Les pressions de la population pour obtenir l'assemblée élue ont considérablement augmenté après l'arrivée des loyalistes. Ces derniers avaient quitté les États-Unis pour demeurer fidèles à la Couronne britannique, mais étaient tout de même attachés aux valeurs libérales. Ces idées sont nées en partie lors de la Révolution anglaise avec le philosophe John Locke. Ce dernier décrivait l'individu comme la valeur suprême de la société. Il a donc des droits innés à la vie : la liberté et la propriété. Les individus ont également le droit de s'associer pour défendre leurs droits innés. Locke situe l'individu au-dessus du gouvernement. Ce dernier doit agir pour aider les individus à profiter de leurs droits.

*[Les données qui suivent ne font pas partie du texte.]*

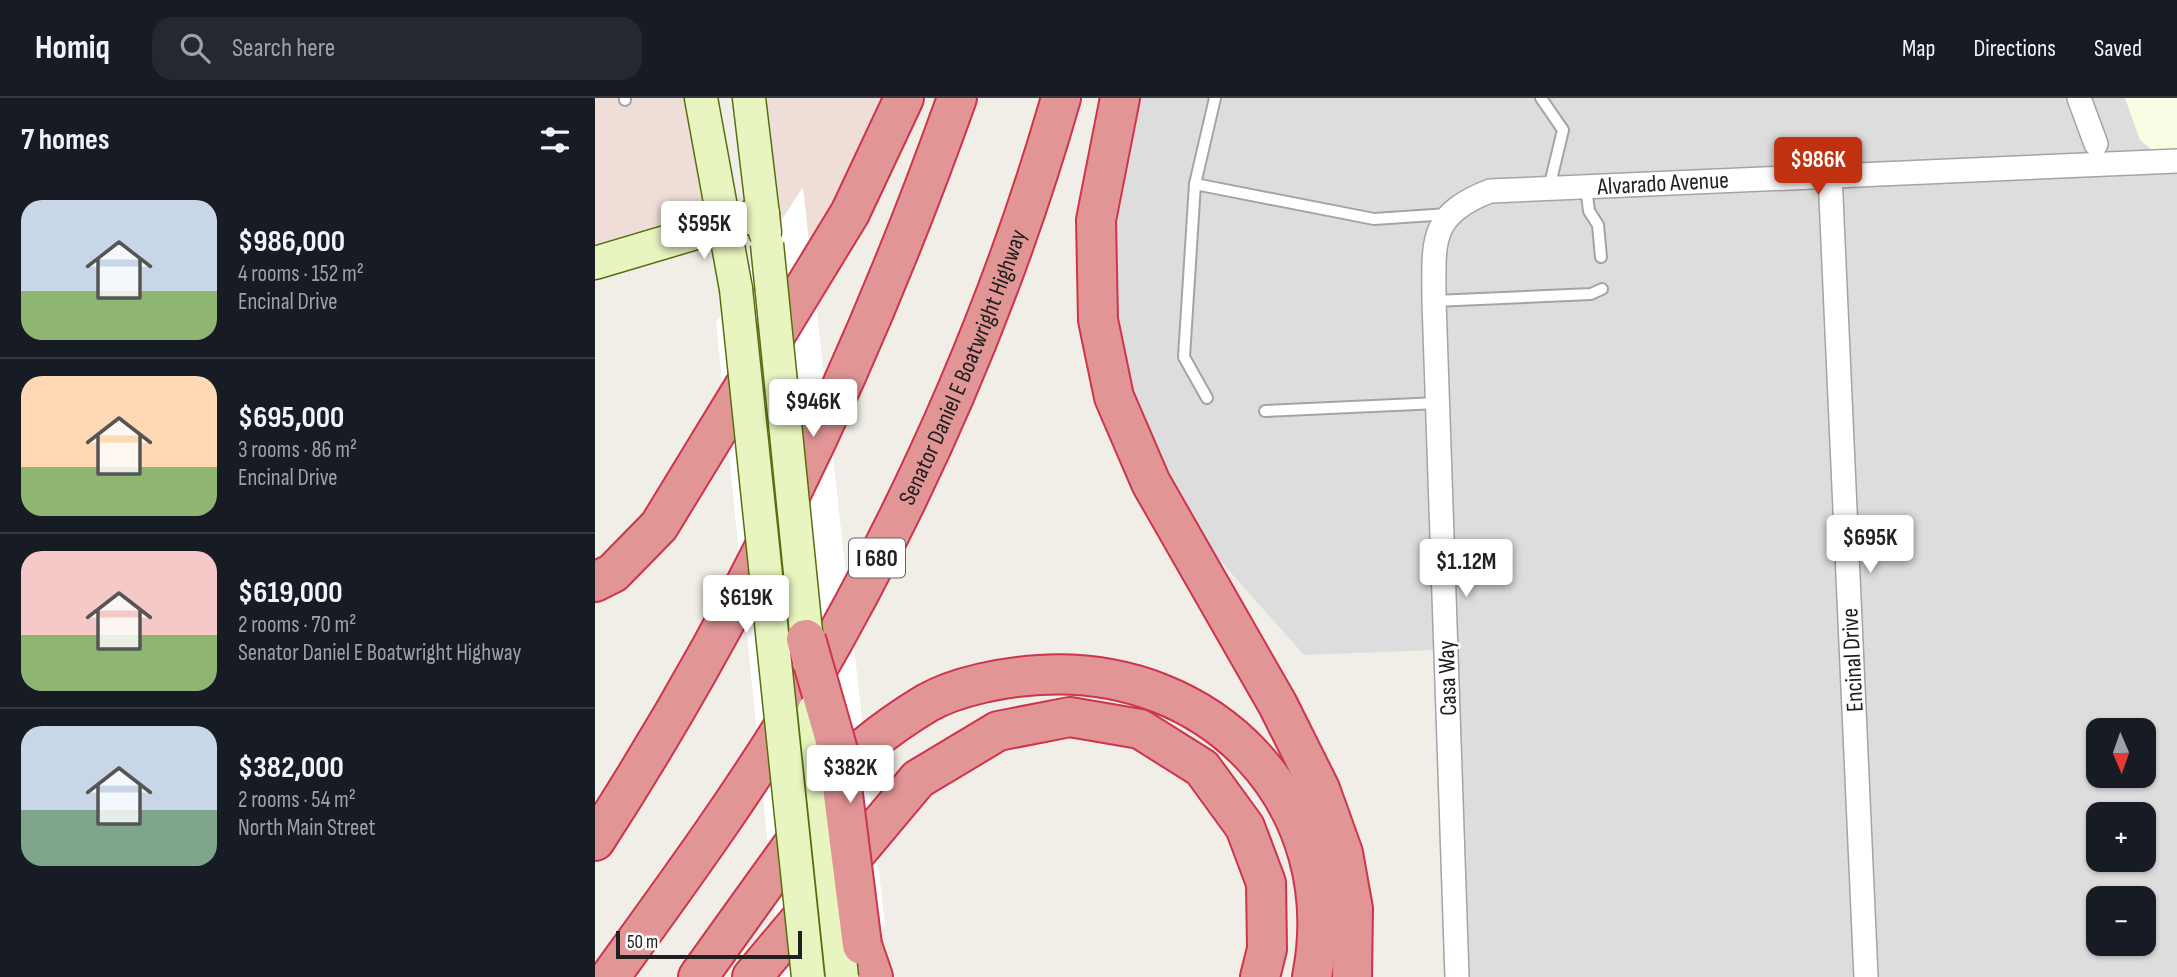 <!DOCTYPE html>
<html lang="en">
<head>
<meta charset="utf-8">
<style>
  :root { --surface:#171b24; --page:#242831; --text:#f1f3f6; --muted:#9ea1a6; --line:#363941; --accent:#c1300f }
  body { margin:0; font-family:"Sofia Sans Condensed",sans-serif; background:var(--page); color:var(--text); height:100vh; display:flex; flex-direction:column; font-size:26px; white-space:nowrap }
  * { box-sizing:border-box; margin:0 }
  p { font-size:23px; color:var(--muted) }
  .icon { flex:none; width:38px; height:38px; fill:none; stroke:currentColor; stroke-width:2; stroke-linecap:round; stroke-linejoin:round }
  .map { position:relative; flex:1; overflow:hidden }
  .sheet { display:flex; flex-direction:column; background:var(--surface); width:595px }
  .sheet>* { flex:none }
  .needle { width:46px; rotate:178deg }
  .tools { position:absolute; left:1491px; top:620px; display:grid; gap:14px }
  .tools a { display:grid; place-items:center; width:70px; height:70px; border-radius:14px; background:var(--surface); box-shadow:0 2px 5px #0004; font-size:35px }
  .scale { position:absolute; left:21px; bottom:18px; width:186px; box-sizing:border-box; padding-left:7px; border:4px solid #202020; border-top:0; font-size:19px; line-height:24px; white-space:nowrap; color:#202020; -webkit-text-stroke:5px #fff; paint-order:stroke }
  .price { position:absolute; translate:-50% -60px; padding:0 16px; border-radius:7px; background:#fff; color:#222; font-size:23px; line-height:46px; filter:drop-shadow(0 2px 4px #0008) }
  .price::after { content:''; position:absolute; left:50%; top:42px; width:21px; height:16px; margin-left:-10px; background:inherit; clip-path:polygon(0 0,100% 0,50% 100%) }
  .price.active { background:var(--accent); color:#fff }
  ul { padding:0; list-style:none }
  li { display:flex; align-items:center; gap:21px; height:175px; padding:0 21px }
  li+li { border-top:2px solid var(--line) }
  li span { display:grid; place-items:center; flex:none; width:196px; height:140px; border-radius:21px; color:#555 }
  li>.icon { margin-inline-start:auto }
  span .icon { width:84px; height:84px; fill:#fffc; stroke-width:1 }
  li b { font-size:30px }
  h2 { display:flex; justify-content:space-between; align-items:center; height:84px; padding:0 21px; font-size:30px }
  header { display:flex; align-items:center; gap:42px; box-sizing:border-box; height:98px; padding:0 35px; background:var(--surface); border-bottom:2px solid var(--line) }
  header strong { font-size:33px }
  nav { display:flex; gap:38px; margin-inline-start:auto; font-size:24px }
  .search { width:490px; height:63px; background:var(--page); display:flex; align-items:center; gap:18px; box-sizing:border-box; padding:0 24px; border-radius:21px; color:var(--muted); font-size:26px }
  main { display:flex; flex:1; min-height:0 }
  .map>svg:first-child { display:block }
  .residential { fill:#dedddd; fill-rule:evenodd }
  .commercial { fill:#efddd8 }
  .education { fill:#f8fde3 }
  .pier { fill:#fff }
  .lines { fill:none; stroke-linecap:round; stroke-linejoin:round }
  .service-casing { stroke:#a4a4a4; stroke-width:14 }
  .minor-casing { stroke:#a4a4a4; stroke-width:26 }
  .secondary-casing { stroke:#54700d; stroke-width:35 }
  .motorway-casing { stroke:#ce344c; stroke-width:42 }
  .service { stroke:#fff; stroke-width:10 }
  .minor { stroke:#fff; stroke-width:23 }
  .secondary { stroke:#e9f5c0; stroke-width:32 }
  .motorway { stroke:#e19595; stroke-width:38 }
  .secondary-bridge-casing { stroke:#54700d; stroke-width:35; stroke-linecap:butt }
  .motorway-bridge-casing { stroke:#ce344c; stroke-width:42; stroke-linecap:butt }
  .secondary-bridge { stroke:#e9f5c0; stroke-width:32 }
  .motorway-bridge { stroke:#e19595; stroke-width:38 }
  .labels { text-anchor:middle; stroke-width:5; stroke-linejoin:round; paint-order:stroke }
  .shield { fill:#fff; stroke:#636363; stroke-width:2 }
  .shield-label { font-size:23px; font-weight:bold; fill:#202020 }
  .street-label { font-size:24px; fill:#202020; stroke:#fff }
</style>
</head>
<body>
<header>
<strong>Homiq</strong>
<div class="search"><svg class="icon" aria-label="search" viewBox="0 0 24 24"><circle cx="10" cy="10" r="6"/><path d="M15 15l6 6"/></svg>Search here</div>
<nav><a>Map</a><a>Directions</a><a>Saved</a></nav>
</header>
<main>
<section class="sheet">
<h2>7 homes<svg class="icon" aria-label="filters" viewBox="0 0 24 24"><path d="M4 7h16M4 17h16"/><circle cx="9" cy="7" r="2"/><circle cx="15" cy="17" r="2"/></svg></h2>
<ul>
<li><span style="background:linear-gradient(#c9d6e8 65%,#8fb573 0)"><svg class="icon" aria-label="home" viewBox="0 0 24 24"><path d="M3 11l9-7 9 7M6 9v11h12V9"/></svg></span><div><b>$986,000</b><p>4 rooms · 152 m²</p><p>Encinal Drive</p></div></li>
<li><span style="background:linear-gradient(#ffd9b3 65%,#8fb573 0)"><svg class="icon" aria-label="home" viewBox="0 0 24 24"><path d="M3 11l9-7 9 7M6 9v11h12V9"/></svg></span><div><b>$695,000</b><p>3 rooms · 86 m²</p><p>Encinal Drive</p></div></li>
<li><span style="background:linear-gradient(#f6c9c9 60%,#8fb573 0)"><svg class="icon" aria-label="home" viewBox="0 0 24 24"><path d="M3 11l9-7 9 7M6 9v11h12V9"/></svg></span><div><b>$619,000</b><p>2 rooms · 70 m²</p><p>Senator Daniel E Boatwright Highway</p></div></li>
<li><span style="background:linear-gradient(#c9d6e8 60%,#7fa58c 0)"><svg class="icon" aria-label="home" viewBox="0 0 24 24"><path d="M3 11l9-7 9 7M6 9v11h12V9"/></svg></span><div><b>$382,000</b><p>2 rooms · 54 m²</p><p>North Main Street</p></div></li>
</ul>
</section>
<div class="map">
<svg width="1582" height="879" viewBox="0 0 1582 879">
  <rect width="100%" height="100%" fill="#f0eee7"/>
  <!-- residential -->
  <path class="residential" d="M525,0H1582V879H849L840,552L709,557L556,385L503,222ZM1503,632H1549V677H1503ZM1503,716H1549V761H1503ZM1503,800H1549V845H1503Z"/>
  <!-- commercial -->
  <g class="commercial">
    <path d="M0,0H106L129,126L0,165Z"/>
    <path d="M154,0H309L181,245Z"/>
  </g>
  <!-- education -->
  <path class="education" d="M1530,0H1582V55L1562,56L1545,42Z"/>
  <!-- pier -->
  <path class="pier" d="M208,89L290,828L250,879H186L121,224Z"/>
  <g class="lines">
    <!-- service casing -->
    <g class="service-casing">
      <g id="service">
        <path d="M30,0V2"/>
        <path d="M946,0L968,32L954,90"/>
        <path d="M600,86L620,0"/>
        <path d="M991,89L994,113L1003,127L1006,159"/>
        <path d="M839,203L996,196L1007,191"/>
        <path d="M612,300L589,259L600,86L779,121L853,116"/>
        <path d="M670,313L843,305"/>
      </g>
    </g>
    <!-- minor casing -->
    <g class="minor-casing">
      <g id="minor">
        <path d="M1484,0L1501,46"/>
        <path d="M1235,77L1271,879"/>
        <path d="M862,879L839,203C839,144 833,117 895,93L1582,63"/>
      </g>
    </g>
    <!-- secondary casing -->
    <g class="secondary-casing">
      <g id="secondary">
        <path d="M106,0L141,191"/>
        <path d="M154,0L170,134"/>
        <path d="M0,165L168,115"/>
      </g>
    </g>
    <!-- motorway casing -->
    <g class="motorway-casing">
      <g id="motorway">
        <path d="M525,0L501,122L503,222L519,299L556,385L683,607L725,691L748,755L758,811L757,879"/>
        <path d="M0,484L18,475L64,428L255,115L309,0"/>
        <path d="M0,743C150,512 270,259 362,0"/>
        <path d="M267,847L278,879"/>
        <path id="s1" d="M15,879C83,785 152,691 211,591C319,406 407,206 466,0"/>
        <path d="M103,879C143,823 183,767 224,711C238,691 253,664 271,648C289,633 312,617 332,605C362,588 409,579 444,577C617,566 751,705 717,879"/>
        <path d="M157,879L323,681L403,633L475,619L545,631L607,670L650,729L671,785L672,851L665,879"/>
      </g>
    </g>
    <!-- service -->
    <use href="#service" class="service"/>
    <!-- minor -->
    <use href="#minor" class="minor"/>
    <!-- secondary -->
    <use href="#secondary" class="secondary"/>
    <!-- motorway -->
    <use href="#motorway" class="motorway"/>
    <!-- secondary-bridge casing -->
    <g class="secondary-bridge-casing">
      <g id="secondary-bridge">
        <path d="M172,146L214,564"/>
        <path d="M141,191L213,879"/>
        <path d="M219,612L247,879"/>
      </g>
    </g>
    <!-- motorway-bridge casing -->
    <g class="motorway-bridge-casing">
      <path id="motorway-bridge" d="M211,541L242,649L267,847"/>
    </g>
    <!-- secondary-bridge -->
    <use href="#secondary-bridge" class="secondary-bridge"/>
    <!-- motorway-bridge -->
    <use href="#motorway-bridge" class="motorway-bridge"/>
  </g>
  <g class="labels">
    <!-- shield labels -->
    <rect class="shield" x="254" y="440.5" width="56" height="39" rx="5"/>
    <g class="shield-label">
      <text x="282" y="468">I 680</text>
    </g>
    <!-- street labels -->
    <g class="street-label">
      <text transform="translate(1068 85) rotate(-3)" y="8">Alvarado Avenue</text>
      <text dy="8" stroke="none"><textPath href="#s1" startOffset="707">Senator Daniel E Boatwright Highway</textPath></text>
      <text transform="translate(1257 562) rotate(-93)" y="8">Encinal Drive</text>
      <text transform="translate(852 580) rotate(-92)" y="8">Casa Way</text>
    </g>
  </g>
</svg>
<div class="tools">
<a><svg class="needle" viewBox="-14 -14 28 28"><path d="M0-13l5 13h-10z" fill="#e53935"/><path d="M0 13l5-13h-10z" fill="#9ea1a6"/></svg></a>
<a>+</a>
<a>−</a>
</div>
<div class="scale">50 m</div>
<b class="price active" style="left:1223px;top:99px">$986K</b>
<b class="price" style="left:109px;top:163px">$595K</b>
<b class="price" style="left:218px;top:341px">$946K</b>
<b class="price" style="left:1275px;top:477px">$695K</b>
<b class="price" style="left:871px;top:501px">$1.12M</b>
<b class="price" style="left:151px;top:537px">$619K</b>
<b class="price" style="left:255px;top:707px">$382K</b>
</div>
</main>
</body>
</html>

Le libéralisme politique s'inspire de ces idées et vise principalement l'épanouissement des individus. Au Canada, les valeurs libérales se sont développées lors de l'arrivée des loyalistes qui les défendaient. En politique, les valeurs libérales s'expriment par la démocratie (puisque ce sont les individus qui choisissent leur gouvernement). C'est pourquoi les loyalistes ont fortement insisté pour obtenir un gouvernement représentatif (représentatif de la population et des individus qui votent).

Ailleurs en Amérique du Nord, les pressions des loyalistes avaient été assez importantes pour que le roi et le gouverneur cèdent. Dès 1784, le roi forme deux nouvelles colonies dans les maritimes : le Nouveau- Brunswick et la Nouvelle-Écosse. Ces deux provinces ont droit à leur assemblée élue. En 1785, les loyalistes de la Province of Quebec exigent le même changement constitutionnel dans leur province. Des pétitions circulent dans la province, deux d'entre elles sont en faveur de l'élection d'une assemblée (une est signée par 1450 Canadiens, l'autre, par 850 marchands britanniques) tandis qu'une autre se pose contre (signée par 2400 seigneurs canadiens qui craignent des hausses de taxes). Le gouvernement de Londres semble favorable, mais le gouverneur Guy Carleton ne pose pas d'actions concrètes pour favoriser la création de l'assemblée. Il avait d'ailleurs proposé une fédération qui unirait toutes les colonies britanniques en Amérique du Nord. Son projet fut refusé.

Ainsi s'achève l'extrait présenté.